Late last week, in the publication Brain, a neurology team at Columbia University’s Vagelos College of Physicians and Surgeons revealed major findings in studies done at Irving Medical Center/New York Presbyterian Hospital. In more than three dozen patients who had contracted the virus and died, all of them had sustained “significant” neurologic effects from SARS-COV-2.
“We observed many pathological changes in these brains, which could explain why severely ill patients experience confusion and delirium and other serious neurological effects, and why those with mild cases may experience ‘brain fog’ for weeks and months,” said Dr. James Goldman, professor of pathology and cell biology in psychiatry, who led the study along with professors Dr. Peter Canoll and Dr. Kiran Thakur.
They also made another important discovery.
“There’s been considerable debate about whether this virus infects the brain, but we were unable to find any signs of virus inside brain cells of more than 40 COVID-19 patients,” Goldman said.
Inside the report
The study was conducted on 41 patients age 38 to 97 who had been hospitalized before losing their battles to COVID-19. Some died soon after being admitted, while others passed away after months of fighting the virus. Researchers noted that about half of the patients had been intubated. In addition to the damage done to the brain, they all experience lung damage, one of the hallmarks of COVID-19.

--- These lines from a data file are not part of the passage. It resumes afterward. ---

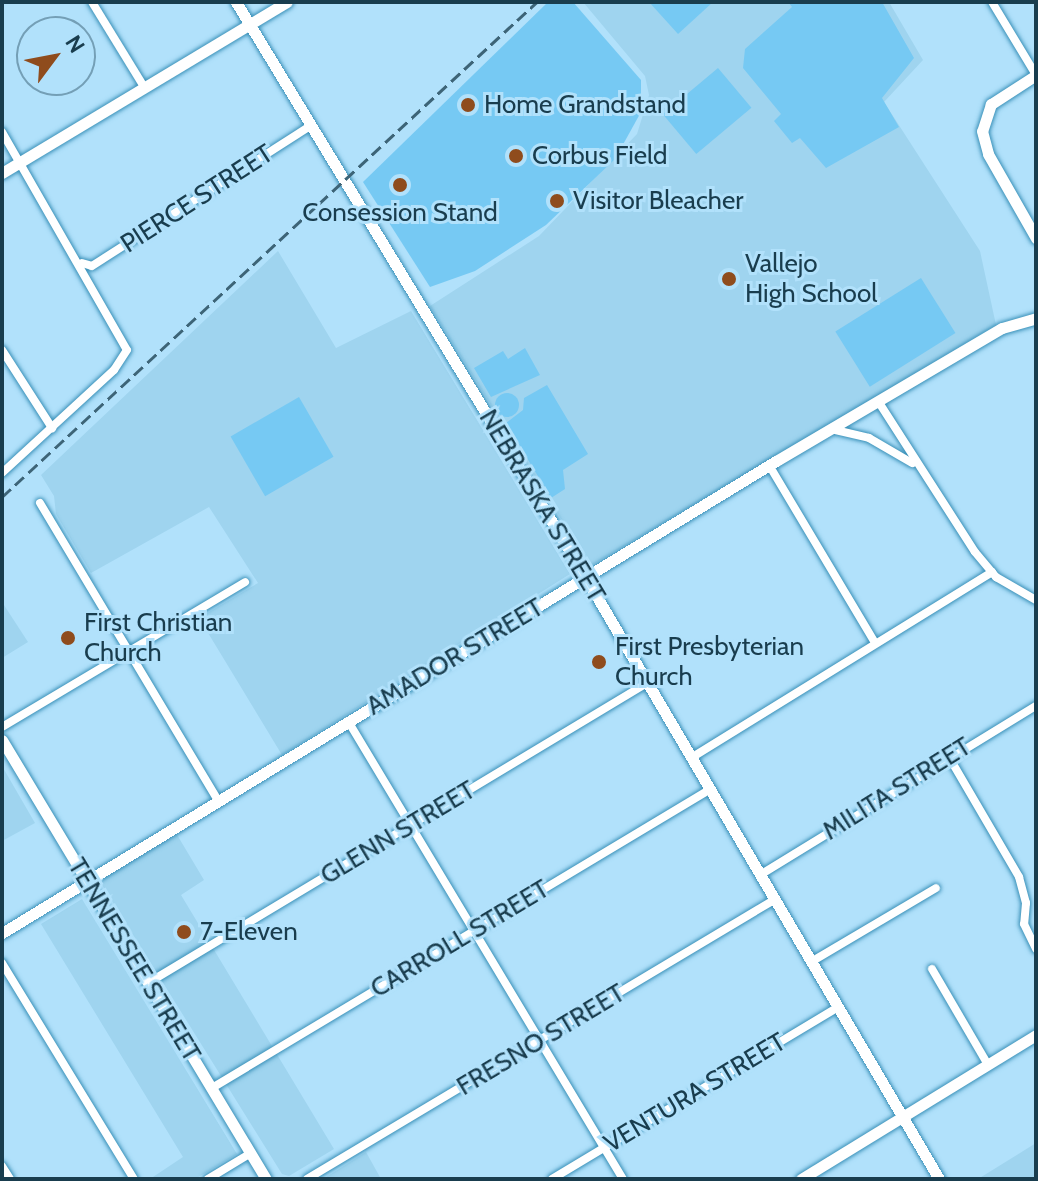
<!DOCTYPE html>
<style>
body{margin:0}
#map{position:relative;width:1038px;height:1181px;overflow:hidden;background:#b1e1fb;font-family:Cabin,sans-serif}
div>[style]{position:absolute}
[style*='--x']{left:calc(var(--x)*1px);top:calc(var(--y)*1px);width:calc(var(--w)*1px);rotate:calc(var(--a)*1deg)}
.built>*{inset:0;background:#9fd4ef}
.green>*{inset:0;background:#76c9f3;transform-origin:0 0}
.round{border-radius:50%}
.roads{filter:drop-shadow(0 0 2px #3990b8) drop-shadow(0 0 2px #3990b8)}
.street>*{height:8px;margin:-4px;padding:0 4px;transform-origin:4px;border-radius:4px;background:#fff}
.secondary>*{height:11px;margin:-5.5px;padding:0 5.5px;transform-origin:5.5px;border-radius:5.5px;background:#fff}
.rail>*{height:3px;margin-top:-1.5px;transform-origin:0;background:repeating-linear-gradient(90deg,#3d6477 0 12px,transparent 0 18px)}
.dots>*{width:22px;height:22px;translate:-50% -50%;box-sizing:border-box;border:4px solid #b1e1fb;border-radius:50%}
span{translate:-50% -50%;white-space:nowrap;text-align:center;line-height:1.15;-webkit-text-stroke:6px #b1e1fb;paint-order:stroke}
.poi-label{font-size:26px;color:#193d4e}
.left{translate:0 -50%;text-align:left}
.street-label{font-size:26px;color:#193d4e}
.frame{position:absolute;inset:0;border:4px solid #193d4e;pointer-events:none}
.north{position:absolute;left:16px;top:16px;width:80px;height:80px;box-sizing:border-box;background:#b1e1fb;border:2px solid #749fb6;border-radius:50%;rotate:58deg;font-size:22px;font-weight:700;line-height:32px;text-align:center;color:#193d4e}
.north::after{content:'';display:block;margin:auto;width:28px;height:36px;background:#8f4c1d;clip-path:polygon(50% 0,100% 100%,50% 72%,0 100%)}
</style>
<div id="map">
<div class="built">
<i style="clip-path:polygon(583px 2px,889px 2px,923px 60px,884px 102px,980px 251px,996px 325px,590px 566px,430px 306px,539px 236px,637px 134px,649px 95px,645px 76px)"></i>
<i style="clip-path:polygon(278px 251px,336px 348px,411px 311px,570px 574px,282px 755px,199px 618px,258px 583px,209px 507px,91px 573px,56px 514px,54px 496px,41px 475px)"></i>
<i style="clip-path:polygon(2px 602px,28px 642px,2px 658px)"></i>
<i style="clip-path:polygon(2px 766px,35px 823px,2px 841px)"></i>
<i style="clip-path:polygon(176px 833px,204px 880px,181px 895px,334px 1149px,289px 1176px,282px 1174px,99px 880px)"></i>
<i style="clip-path:polygon(82px 899px,237px 1154px,195px 1179px,150px 1179px,183px 1157px,41px 924px)"></i>
<i style="clip-path:polygon(1036px 1143px,1036px 1179px,978px 1179px)"></i>
<i style="clip-path:polygon(366px 1152px,381px 1179px,323px 1179px)"></i>
</div>
<div class="green">
<i style="clip-path:polygon(548px 2px,573px 2px,641px 80px,641px 112px,615px 159px,546px 225px,475px 271px,430px 287px,363px 182px)"></i>
<i style="clip-path:polygon(649px 2px,713px 2px,678px 34px)"></i>
<i style="clip-path:polygon(788px 2px,882px 2px,914px 58px,882px 98px,899px 127px,826px 168px,800px 138px,792px 143px,774px 121px,781px 114px,743px 68px,745px 49px,792px 7px)"></i>
<i style="left:718px;top:68px;width:52px;height:72px;rotate:50deg"></i>
<i style="left:921px;top:278px;width:65px;height:101px;rotate:58deg"></i>
<i style="clip-path:polygon(525px 348px,540px 375px,491px 397px,474px 368px,503px 351px,508px 359px)"></i>
<i style="clip-path:polygon(547px 385px,588px 454px,563px 470px,565px 489px,551px 498px,506px 423px,523px 410px,524px 398px)"></i>
<i class="round" style="left:495px;top:393px;width:24px;height:24px"></i>
<i style="left:299px;top:397px;width:69px;height:79px;rotate:60deg"></i>
</div>
<div class="roads">
<div class="street">
<i style="--x:92;--y:2;--w:100;--a:58.5"></i>
<i style="--x:992;--y:2;--w:85;--a:58.9"></i>
<i style="--x:2;--y:132;--w:251;--a:60.2"></i>
<i style="--x:127;--y:350;--w:24;--a:123"></i>
<i style="--x:114;--y:370;--w:152;--a:137.4"></i>
<i style="--x:82;--y:263;--w:10;--a:17"></i>
<i style="--x:92;--y:266;--w:261;--a:-32.7"></i>
<i style="--x:2;--y:350;--w:93;--a:57.3"></i>
<i style="--x:878;--y:401;--w:179;--a:57.3"></i>
<i style="--x:975;--y:552;--w:33;--a:50"></i>
<i style="--x:996;--y:577;--w:46;--a:29.9"></i>
<i style="--x:831;--y:429;--w:39;--a:13"></i>
<i style="--x:869;--y:438;--w:50;--a:30.2"></i>
<i style="--x:769;--y:465;--w:207;--a:59.2"></i>
<i style="--x:40;--y:503;--w:346;--a:59.1"></i>
<i style="--x:348;--y:721;--w:534;--a:59.02"></i>
<i style="--x:2;--y:727;--w:283;--a:-30.8"></i>
<i style="--x:949;--y:757;--w:139;--a:59.7"></i>
<i style="--x:1019;--y:877;--w:27;--a:75"></i>
<i style="--x:1026;--y:903;--w:21;--a:95"></i>
<i style="--x:1024;--y:924;--w:28;--a:64"></i>
<i style="--x:691;--y:758;--w:354;--a:-31.7"></i>
<i style="--x:760;--y:875;--w:324;--a:-31.5"></i>
<i style="--x:811;--y:962;--w:145;--a:-30.6"></i>
<i style="--x:2;--y:963;--w:253;--a:58.6"></i>
<i style="--x:932;--y:969;--w:111;--a:59.7"></i>
<i style="--x:148;--y:983;--w:582;--a:-31.01"></i>
<i style="--x:212;--y:1088;--w:579;--a:-30.95"></i>
<i style="--x:2;--y:1166;--w:15;--a:58"></i>
<i style="--x:208;--y:1179;--w:50;--a:-31.2"></i>
<i style="--x:307;--y:1179;--w:544;--a:-30.86"></i>
<i style="--x:552;--y:1179;--w:334;--a:-31"></i>
</div>
<div class="secondary">
<i style="--x:236;--y:2;--w:662;--a:58.71"></i>
<i style="--x:580;--y:568;--w:709;--a:59.56"></i>
<i style="--x:1036;--y:75;--w:54;--a:147.2"></i>
<i style="--x:991;--y:104;--w:28;--a:108"></i>
<i style="--x:982;--y:131;--w:24;--a:75"></i>
<i style="--x:988;--y:154;--w:97;--a:60.3"></i>
<i style="--x:2;--y:173;--w:332;--a:-31"></i>
<i style="--x:2;--y:740;--w:512;--a:58.98"></i>
<i style="--x:2;--y:933;--w:907;--a:-31.38"></i>
<i style="--x:776;--y:461;--w:262;--a:-30.5"></i>
<i style="--x:1002;--y:328;--w:35;--a:-16"></i>
<i style="--x:801;--y:1179;--w:276;--a:-31.5"></i>
</div>
</div>
<div class="rail">
<i style="--x:2;--y:497;--w:729;--a:-42.78"></i>
</div>
<div class="dots">
<i style="left:468px;top:105px;background:#8f4c1d"></i>
<i style="left:516px;top:156px;background:#8f4c1d"></i>
<i style="left:400px;top:185px;background:#8f4c1d"></i>
<i style="left:557px;top:201px;background:#8f4c1d"></i>
<i style="left:729px;top:279px;background:#8f4c1d"></i>
<i style="left:68px;top:638px;background:#8f4c1d"></i>
<i style="left:599px;top:662px;background:#8f4c1d"></i>
<i style="left:184px;top:932px;background:#8f4c1d"></i>
</div>
<div class="poi-label">
<span class="left" style="left:484px;top:105px">Home Grandstand</span>
<span class="left" style="left:532px;top:156px">Corbus Field</span>
<span class="left" style="left:573px;top:201px">Visitor Bleacher</span>
<span style="left:400px;top:213px">Consession Stand</span>
<span class="left" style="left:745px;top:279px">Vallejo<br>High School</span>
<span class="left" style="left:84px;top:638px">First Christian<br>Church</span>
<span class="left" style="left:615px;top:662px">First Presbyterian<br>Church</span>
<span class="left" style="left:200px;top:932px">7-Eleven</span>
</div>
<div class="street-label">
<span style="left:197px;top:199px;rotate:-33deg">PIERCE STREET</span>
<span style="left:542px;top:506px;rotate:59deg">NEBRASKA STREET</span>
<span style="left:455px;top:657px;rotate:-31deg">AMADOR STREET</span>
<span style="left:897px;top:789px;rotate:-32deg">MILITA STREET</span>
<span style="left:398px;top:833px;rotate:-31deg">GLENN STREET</span>
<span style="left:460px;top:939px;rotate:-31deg">CARROLL STREET</span>
<span style="left:134px;top:960px;rotate:59deg">TENNESSEE STREET</span>
<span style="left:541px;top:1040px;rotate:-31deg">FRESNO STREET</span>
<span style="left:695px;top:1093px;rotate:-31deg">VENTURA STREET</span>
</div>
<div class="frame"></div>
<div class="north">N</div>
</div>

“The first thing we noticed was a lot of areas with damage from a lack of oxygen,” Goldman said. “They all had severe lung disease, so it’s not surprising that there’s hypoxic damage in the brain.”
Researchers noted that blood clots likely caused the hypoxic damage. In addition, Canoll said microglia, or dormant immune cells in the brain that can be triggered by diseases, were seen often in patents. It is likely the inflammation throughout the body caused those cells to be activated, “so even without directly infecting brain cells, COVID-19 can cause damage to the brain,” he said.
One concern is the potential long-term effects of those who have gotten the virus and the length of time their bodies may have been fighting COVID-19. Since they were found mainly in the lower brain stem area, could the movement of microglia affect memory and mood?
“We know the microglia activity will lead to loss of neurons, and that loss is permanent,” Goldman says. “Is there enough loss of neurons (in the hippocampus) to cause memory problems? Or in other parts of the brain that help direct our attention? It’s possible, but we really don’t know at this point.”
So, Columbia researchers will continue to study patterns. They are currently looking at those who recovered from COVID-19 but then passed away as well as patients who had pre-existing respiratory issues to determine “how much of COVID-19 brain pathology is a result of the severe lung disease.”